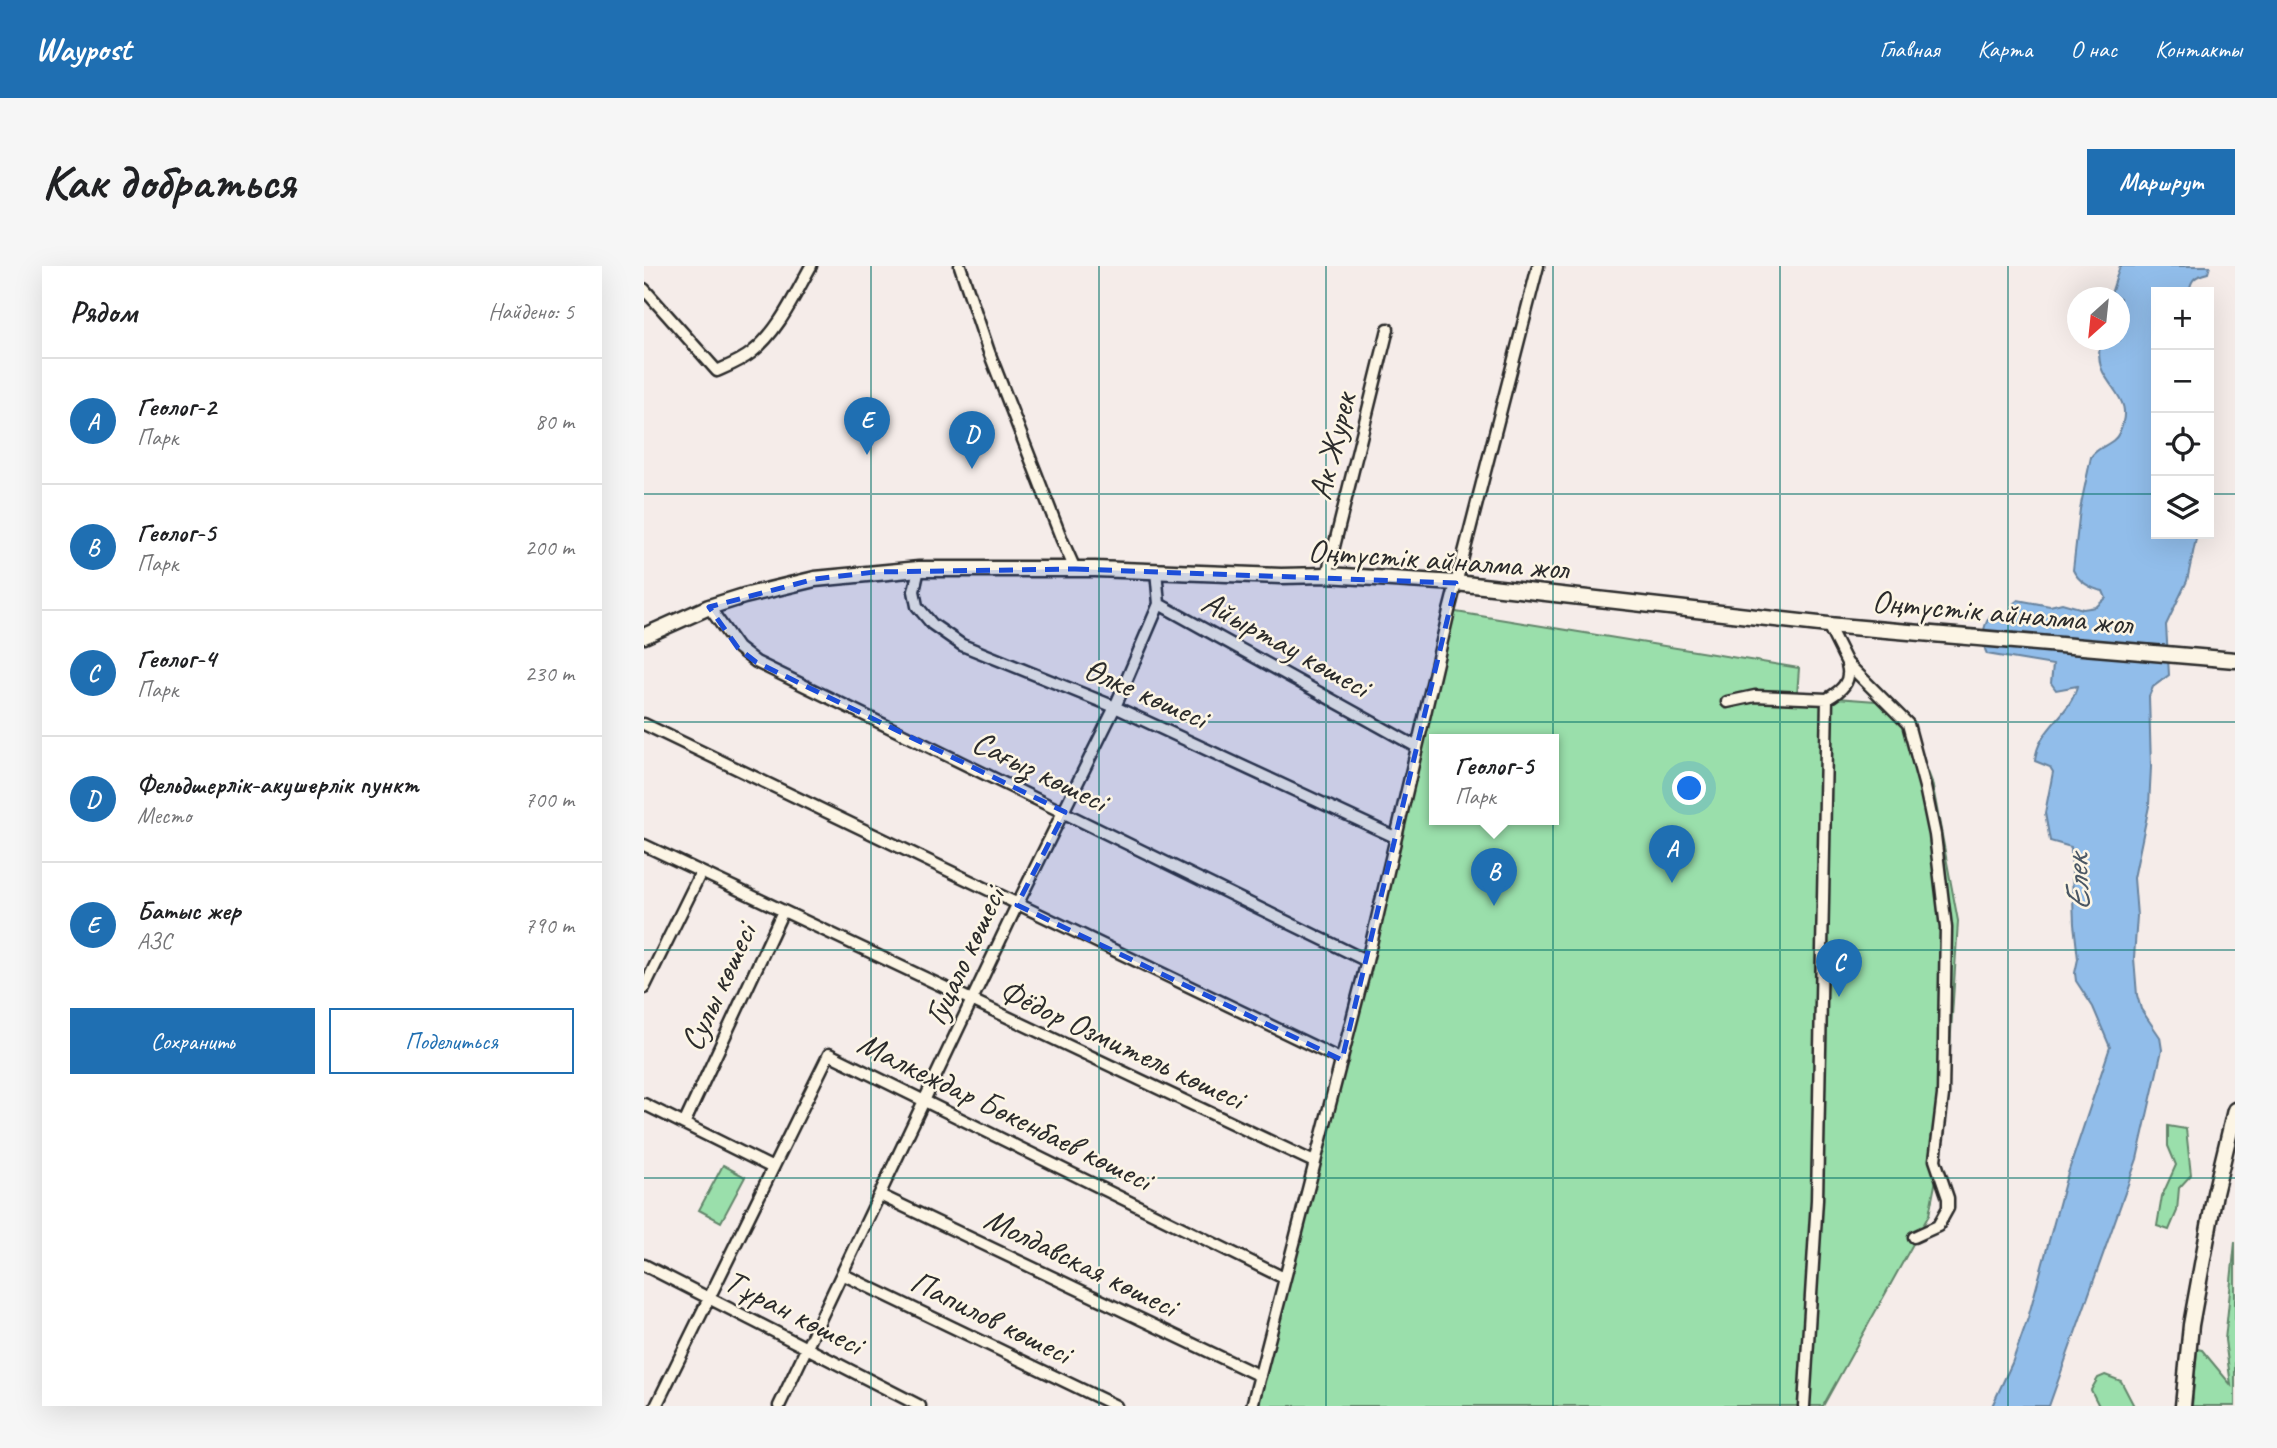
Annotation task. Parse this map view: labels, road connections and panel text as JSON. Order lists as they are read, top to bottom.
{
  "streets": {
    "highway": ["Оңтүстік айналма жол"],
    "street": [
      "Ак Журек",
      "Айыртау көшесі",
      "Өлке көшесі",
      "Сағыз көшесі",
      "Гуцало көшесі",
      "Сулы көшесі",
      "Фёдор Озмитель көшесі",
      "Малкеждар Бөкенбаев көшесі",
      "Молдавская көшесі",
      "Тұран көшесі",
      "Папилов көшесі"
    ]
  },
  "crossings": [
    ["Ак Журек", "Оңтүстік айналма жол"],
    ["Оңтүстік айналма жол", "Айыртау көшесі"],
    ["Оңтүстік айналма жол", "Өлке көшесі"],
    ["Оңтүстік айналма жол", "Сағыз көшесі"],
    ["Айыртау көшесі", "Гуцало көшесі"],
    ["Өлке көшесі", "Гуцало көшесі"],
    ["Сағыз көшесі", "Гуцало көшесі"],
    ["Гуцало көшесі", "Фёдор Озмитель көшесі"],
    ["Гуцало көшесі", "Малкеждар Бөкенбаев көшесі"],
    ["Гуцало көшесі", "Молдавская көшесі"],
    ["Гуцало көшесі", "Тұран көшесі"],
    ["Гуцало көшесі", "Папилов көшесі"],
    ["Сулы көшесі", "Фёдор Озмитель көшесі"],
    ["Малкеждар Бөкенбаев көшесі", "Тұран көшесі"]
  ],
  "water": ["Елек"],
  "north": "bottom left",
  "page": {
    "header": "Waypost",
    "nav": [
      "Главная",
      "Карта",
      "О нас",
      "Контакты"
    ],
    "buttons": [
      "Маршрут",
      ["Сохранить", "Поделиться"]
    ],
    "title": "Как добраться",
    "heading": ["Рядом", "Найдено: 5"],
    "map_buttons": ["+", "−"],
    "list": [
      {
        "mark": "A",
        "name": "Геолог-2",
        "note": "Парк",
        "value": "80 m"
      },
      {
        "mark": "B",
        "name": "Геолог-5",
        "note": "Парк",
        "value": "200 m"
      },
      {
        "mark": "C",
        "name": "Геолог-4",
        "note": "Парк",
        "value": "230 m"
      },
      {
        "mark": "D",
        "name": "Фельдшерлік-акушерлік пункт",
        "note": "Место",
        "value": "700 m"
      },
      {
        "mark": "E",
        "name": "Батыс жер",
        "note": "АЗС",
        "value": "790 m"
      }
    ],
    "pins": [
      "E",
      "D",
      "A",
      "B",
      "C"
    ],
    "popup": ["Геолог-5", "Парк"]
  }
}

++++++++++

§ Exercise details: Set down the data above exactly as written. Omit the pictures.

§ Task output:
Annotation task. Parse this map view: labels, road connections and panel text as JSON. Order lists as they are read, top to bottom.
{
  "streets": {
    "highway": ["Оңтүстік айналма жол"],
    "street": [
      "Ак Журек",
      "Айыртау көшесі",
      "Өлке көшесі",
      "Сағыз көшесі",
      "Гуцало көшесі",
      "Сулы көшесі",
      "Фёдор Озмитель көшесі",
      "Малкеждар Бөкенбаев көшесі",
      "Молдавская көшесі",
      "Тұран көшесі",
      "Папилов көшесі"
    ]
  },
  "crossings": [
    ["Ак Журек", "Оңтүстік айналма жол"],
    ["Оңтүстік айналма жол", "Айыртау көшесі"],
    ["Оңтүстік айналма жол", "Өлке көшесі"],
    ["Оңтүстік айналма жол", "Сағыз көшесі"],
    ["Айыртау көшесі", "Гуцало көшесі"],
    ["Өлке көшесі", "Гуцало көшесі"],
    ["Сағыз көшесі", "Гуцало көшесі"],
    ["Гуцало көшесі", "Фёдор Озмитель көшесі"],
    ["Гуцало көшесі", "Малкеждар Бөкенбаев көшесі"],
    ["Гуцало көшесі", "Молдавская көшесі"],
    ["Гуцало көшесі", "Тұран көшесі"],
    ["Гуцало көшесі", "Папилов көшесі"],
    ["Сулы көшесі", "Фёдор Озмитель көшесі"],
    ["Малкеждар Бөкенбаев көшесі", "Тұран көшесі"]
  ],
  "water": ["Елек"],
  "north": "bottom left",
  "page": {
    "header": "Waypost",
    "nav": [
      "Главная",
      "Карта",
      "О нас",
      "Контакты"
    ],
    "buttons": [
      "Маршрут",
      ["Сохранить", "Поделиться"]
    ],
    "title": "Как добраться",
    "heading": ["Рядом", "Найдено: 5"],
    "map_buttons": ["+", "−"],
    "list": [
      {
        "mark": "A",
        "name": "Геолог-2",
        "note": "Парк",
        "value": "80 m"
      },
      {
        "mark": "B",
        "name": "Геолог-5",
        "note": "Парк",
        "value": "200 m"
      },
      {
        "mark": "C",
        "name": "Геолог-4",
        "note": "Парк",
        "value": "230 m"
      },
      {
        "mark": "D",
        "name": "Фельдшерлік-акушерлік пункт",
        "note": "Место",
        "value": "700 m"
      },
      {
        "mark": "E",
        "name": "Батыс жер",
        "note": "АЗС",
        "value": "790 m"
      }
    ],
    "pins": [
      "E",
      "D",
      "A",
      "B",
      "C"
    ],
    "popup": ["Геолог-5", "Парк"]
  }
}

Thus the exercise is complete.